Some time ago, I posted on a subject I referred to as “insultography“, which is the study of insults operating in history.  When I later posted on Simon Schaffer’s (fantastic) “Comets & Idols” and its discussion of historical uses of Newton’s work as a kind of “sacred text”, I thought that might be a more general treatment of the problem.  Since then, I’ve been batting this vague idea around in my head, and thought it might be a good idea to do a post, albeit a very hand-waving one.

Every good historian knows it’s not wise to take historical insults at face value.  For example, if someone in history observes that someone else’s complaints against them were rooted in that person’s jealousy of their accomplishments, it might not be a good idea to repeat as fact the idea that that other person was complaining just because they were jealous.  There are two sides to every story, and so on and so forth.
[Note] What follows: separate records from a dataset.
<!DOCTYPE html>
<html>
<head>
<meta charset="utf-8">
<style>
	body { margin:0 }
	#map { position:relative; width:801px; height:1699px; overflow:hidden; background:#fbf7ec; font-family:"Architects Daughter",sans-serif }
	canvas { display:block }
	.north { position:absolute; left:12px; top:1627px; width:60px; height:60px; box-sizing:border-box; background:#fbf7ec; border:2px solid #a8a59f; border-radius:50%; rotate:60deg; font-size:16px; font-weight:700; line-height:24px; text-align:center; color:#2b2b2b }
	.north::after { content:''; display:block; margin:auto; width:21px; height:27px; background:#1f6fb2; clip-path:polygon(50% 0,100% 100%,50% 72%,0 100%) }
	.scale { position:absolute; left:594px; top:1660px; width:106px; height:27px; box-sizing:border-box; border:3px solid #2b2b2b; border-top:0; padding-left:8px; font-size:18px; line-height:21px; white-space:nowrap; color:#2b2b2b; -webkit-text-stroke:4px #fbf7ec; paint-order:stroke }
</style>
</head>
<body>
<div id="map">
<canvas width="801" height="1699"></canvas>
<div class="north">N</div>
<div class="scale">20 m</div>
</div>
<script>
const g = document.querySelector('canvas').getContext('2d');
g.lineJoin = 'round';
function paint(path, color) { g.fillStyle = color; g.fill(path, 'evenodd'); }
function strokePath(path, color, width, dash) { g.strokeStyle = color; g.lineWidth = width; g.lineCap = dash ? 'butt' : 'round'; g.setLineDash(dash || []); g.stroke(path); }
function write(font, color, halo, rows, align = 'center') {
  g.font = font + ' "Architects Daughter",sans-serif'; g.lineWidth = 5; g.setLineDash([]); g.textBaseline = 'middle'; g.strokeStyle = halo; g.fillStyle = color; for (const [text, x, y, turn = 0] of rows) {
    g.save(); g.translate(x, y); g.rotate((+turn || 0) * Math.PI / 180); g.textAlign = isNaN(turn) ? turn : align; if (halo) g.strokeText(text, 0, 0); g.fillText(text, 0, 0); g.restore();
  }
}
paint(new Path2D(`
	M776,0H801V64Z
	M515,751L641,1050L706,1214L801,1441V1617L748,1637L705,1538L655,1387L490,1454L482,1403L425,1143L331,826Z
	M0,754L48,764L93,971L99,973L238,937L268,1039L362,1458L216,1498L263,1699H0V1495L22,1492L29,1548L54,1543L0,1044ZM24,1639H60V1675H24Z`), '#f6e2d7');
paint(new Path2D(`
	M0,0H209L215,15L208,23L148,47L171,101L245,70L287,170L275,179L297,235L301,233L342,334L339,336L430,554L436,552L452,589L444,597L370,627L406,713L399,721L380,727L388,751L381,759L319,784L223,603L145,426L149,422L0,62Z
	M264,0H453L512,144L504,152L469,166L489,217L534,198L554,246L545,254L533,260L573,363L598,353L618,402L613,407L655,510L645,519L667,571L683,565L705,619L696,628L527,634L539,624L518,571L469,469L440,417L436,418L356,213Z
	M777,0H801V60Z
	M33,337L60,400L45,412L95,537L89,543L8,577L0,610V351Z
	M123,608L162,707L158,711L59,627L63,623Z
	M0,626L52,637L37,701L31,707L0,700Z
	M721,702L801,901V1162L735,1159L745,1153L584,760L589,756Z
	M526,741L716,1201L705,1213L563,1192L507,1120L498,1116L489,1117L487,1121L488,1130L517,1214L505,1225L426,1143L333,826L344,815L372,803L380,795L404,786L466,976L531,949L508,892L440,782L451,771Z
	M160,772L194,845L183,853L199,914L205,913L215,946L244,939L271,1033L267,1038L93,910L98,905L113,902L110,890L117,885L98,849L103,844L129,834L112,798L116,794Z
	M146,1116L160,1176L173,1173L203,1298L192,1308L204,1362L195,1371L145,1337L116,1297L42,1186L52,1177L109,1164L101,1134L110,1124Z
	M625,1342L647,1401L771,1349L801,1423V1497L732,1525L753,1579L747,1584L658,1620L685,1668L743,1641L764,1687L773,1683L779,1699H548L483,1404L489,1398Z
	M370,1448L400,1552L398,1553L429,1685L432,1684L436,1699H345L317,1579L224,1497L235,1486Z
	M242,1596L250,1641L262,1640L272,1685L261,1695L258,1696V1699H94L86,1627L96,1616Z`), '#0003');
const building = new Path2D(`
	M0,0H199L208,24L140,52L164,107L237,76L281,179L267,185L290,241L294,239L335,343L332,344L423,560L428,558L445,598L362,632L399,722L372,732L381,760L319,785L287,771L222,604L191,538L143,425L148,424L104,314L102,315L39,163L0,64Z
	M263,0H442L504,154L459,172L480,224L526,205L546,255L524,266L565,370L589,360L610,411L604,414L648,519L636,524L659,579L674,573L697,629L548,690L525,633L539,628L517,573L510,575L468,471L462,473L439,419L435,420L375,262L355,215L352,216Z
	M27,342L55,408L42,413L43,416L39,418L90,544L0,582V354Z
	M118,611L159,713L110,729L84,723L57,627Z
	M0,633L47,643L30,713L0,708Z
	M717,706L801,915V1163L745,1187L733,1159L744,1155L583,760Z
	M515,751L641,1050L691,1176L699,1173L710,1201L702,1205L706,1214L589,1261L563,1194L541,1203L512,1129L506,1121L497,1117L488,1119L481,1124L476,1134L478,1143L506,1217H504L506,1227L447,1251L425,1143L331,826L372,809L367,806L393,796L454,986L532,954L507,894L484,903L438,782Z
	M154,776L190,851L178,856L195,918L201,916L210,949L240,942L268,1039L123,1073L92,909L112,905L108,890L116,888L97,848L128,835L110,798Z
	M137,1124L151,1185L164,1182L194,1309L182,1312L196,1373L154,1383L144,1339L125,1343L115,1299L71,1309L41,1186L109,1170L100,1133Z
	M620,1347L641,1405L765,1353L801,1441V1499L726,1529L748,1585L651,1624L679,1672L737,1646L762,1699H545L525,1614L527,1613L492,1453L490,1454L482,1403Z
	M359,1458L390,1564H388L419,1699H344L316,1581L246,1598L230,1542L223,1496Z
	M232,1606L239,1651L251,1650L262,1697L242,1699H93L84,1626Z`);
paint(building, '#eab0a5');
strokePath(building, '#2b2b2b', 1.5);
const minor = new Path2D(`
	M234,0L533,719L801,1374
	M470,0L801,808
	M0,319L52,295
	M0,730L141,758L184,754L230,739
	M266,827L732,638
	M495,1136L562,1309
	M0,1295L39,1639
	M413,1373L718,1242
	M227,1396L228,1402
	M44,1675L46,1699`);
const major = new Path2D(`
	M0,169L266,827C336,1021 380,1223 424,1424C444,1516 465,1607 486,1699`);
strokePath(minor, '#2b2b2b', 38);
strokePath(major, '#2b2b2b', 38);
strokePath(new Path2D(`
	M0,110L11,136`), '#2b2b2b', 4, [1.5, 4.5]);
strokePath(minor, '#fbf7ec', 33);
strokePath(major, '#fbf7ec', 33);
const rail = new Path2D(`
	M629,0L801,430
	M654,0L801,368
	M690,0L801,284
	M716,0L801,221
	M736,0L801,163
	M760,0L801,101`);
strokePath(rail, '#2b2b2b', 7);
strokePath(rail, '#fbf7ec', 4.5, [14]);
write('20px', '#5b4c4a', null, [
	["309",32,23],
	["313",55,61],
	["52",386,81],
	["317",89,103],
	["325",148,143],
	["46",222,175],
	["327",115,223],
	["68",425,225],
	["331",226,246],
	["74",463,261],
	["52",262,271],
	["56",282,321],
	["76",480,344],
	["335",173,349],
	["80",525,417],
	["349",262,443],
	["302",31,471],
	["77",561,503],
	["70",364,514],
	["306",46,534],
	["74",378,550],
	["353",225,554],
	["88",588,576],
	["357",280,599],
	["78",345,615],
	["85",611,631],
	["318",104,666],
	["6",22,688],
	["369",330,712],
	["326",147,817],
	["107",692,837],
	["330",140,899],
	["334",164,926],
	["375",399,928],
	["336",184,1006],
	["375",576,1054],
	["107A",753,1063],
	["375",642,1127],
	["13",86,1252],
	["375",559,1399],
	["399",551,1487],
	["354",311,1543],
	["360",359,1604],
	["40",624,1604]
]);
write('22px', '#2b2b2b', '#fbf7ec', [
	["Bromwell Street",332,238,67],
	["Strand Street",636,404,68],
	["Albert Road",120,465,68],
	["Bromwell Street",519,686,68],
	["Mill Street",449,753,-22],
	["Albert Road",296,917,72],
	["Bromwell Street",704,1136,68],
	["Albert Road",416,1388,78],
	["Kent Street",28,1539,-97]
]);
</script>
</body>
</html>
What I have in mind here, though, goes more toward the relationship between historical polemics (or praise) and historical ideas.  The character of an insult can tell you a lot about the culture that the polemicist inhabits: they might accuse someone of being impious, or imprecise, or rough-mannered, or weak.  It seems reasonably safe to say that polemics and praise reflect on the ideals of a culture: piety, precision, refinement, strength.  In the history of science, insults can tell you a lot about surrounding cultural resources that a scientific culture draws upon to structure thinking within its community.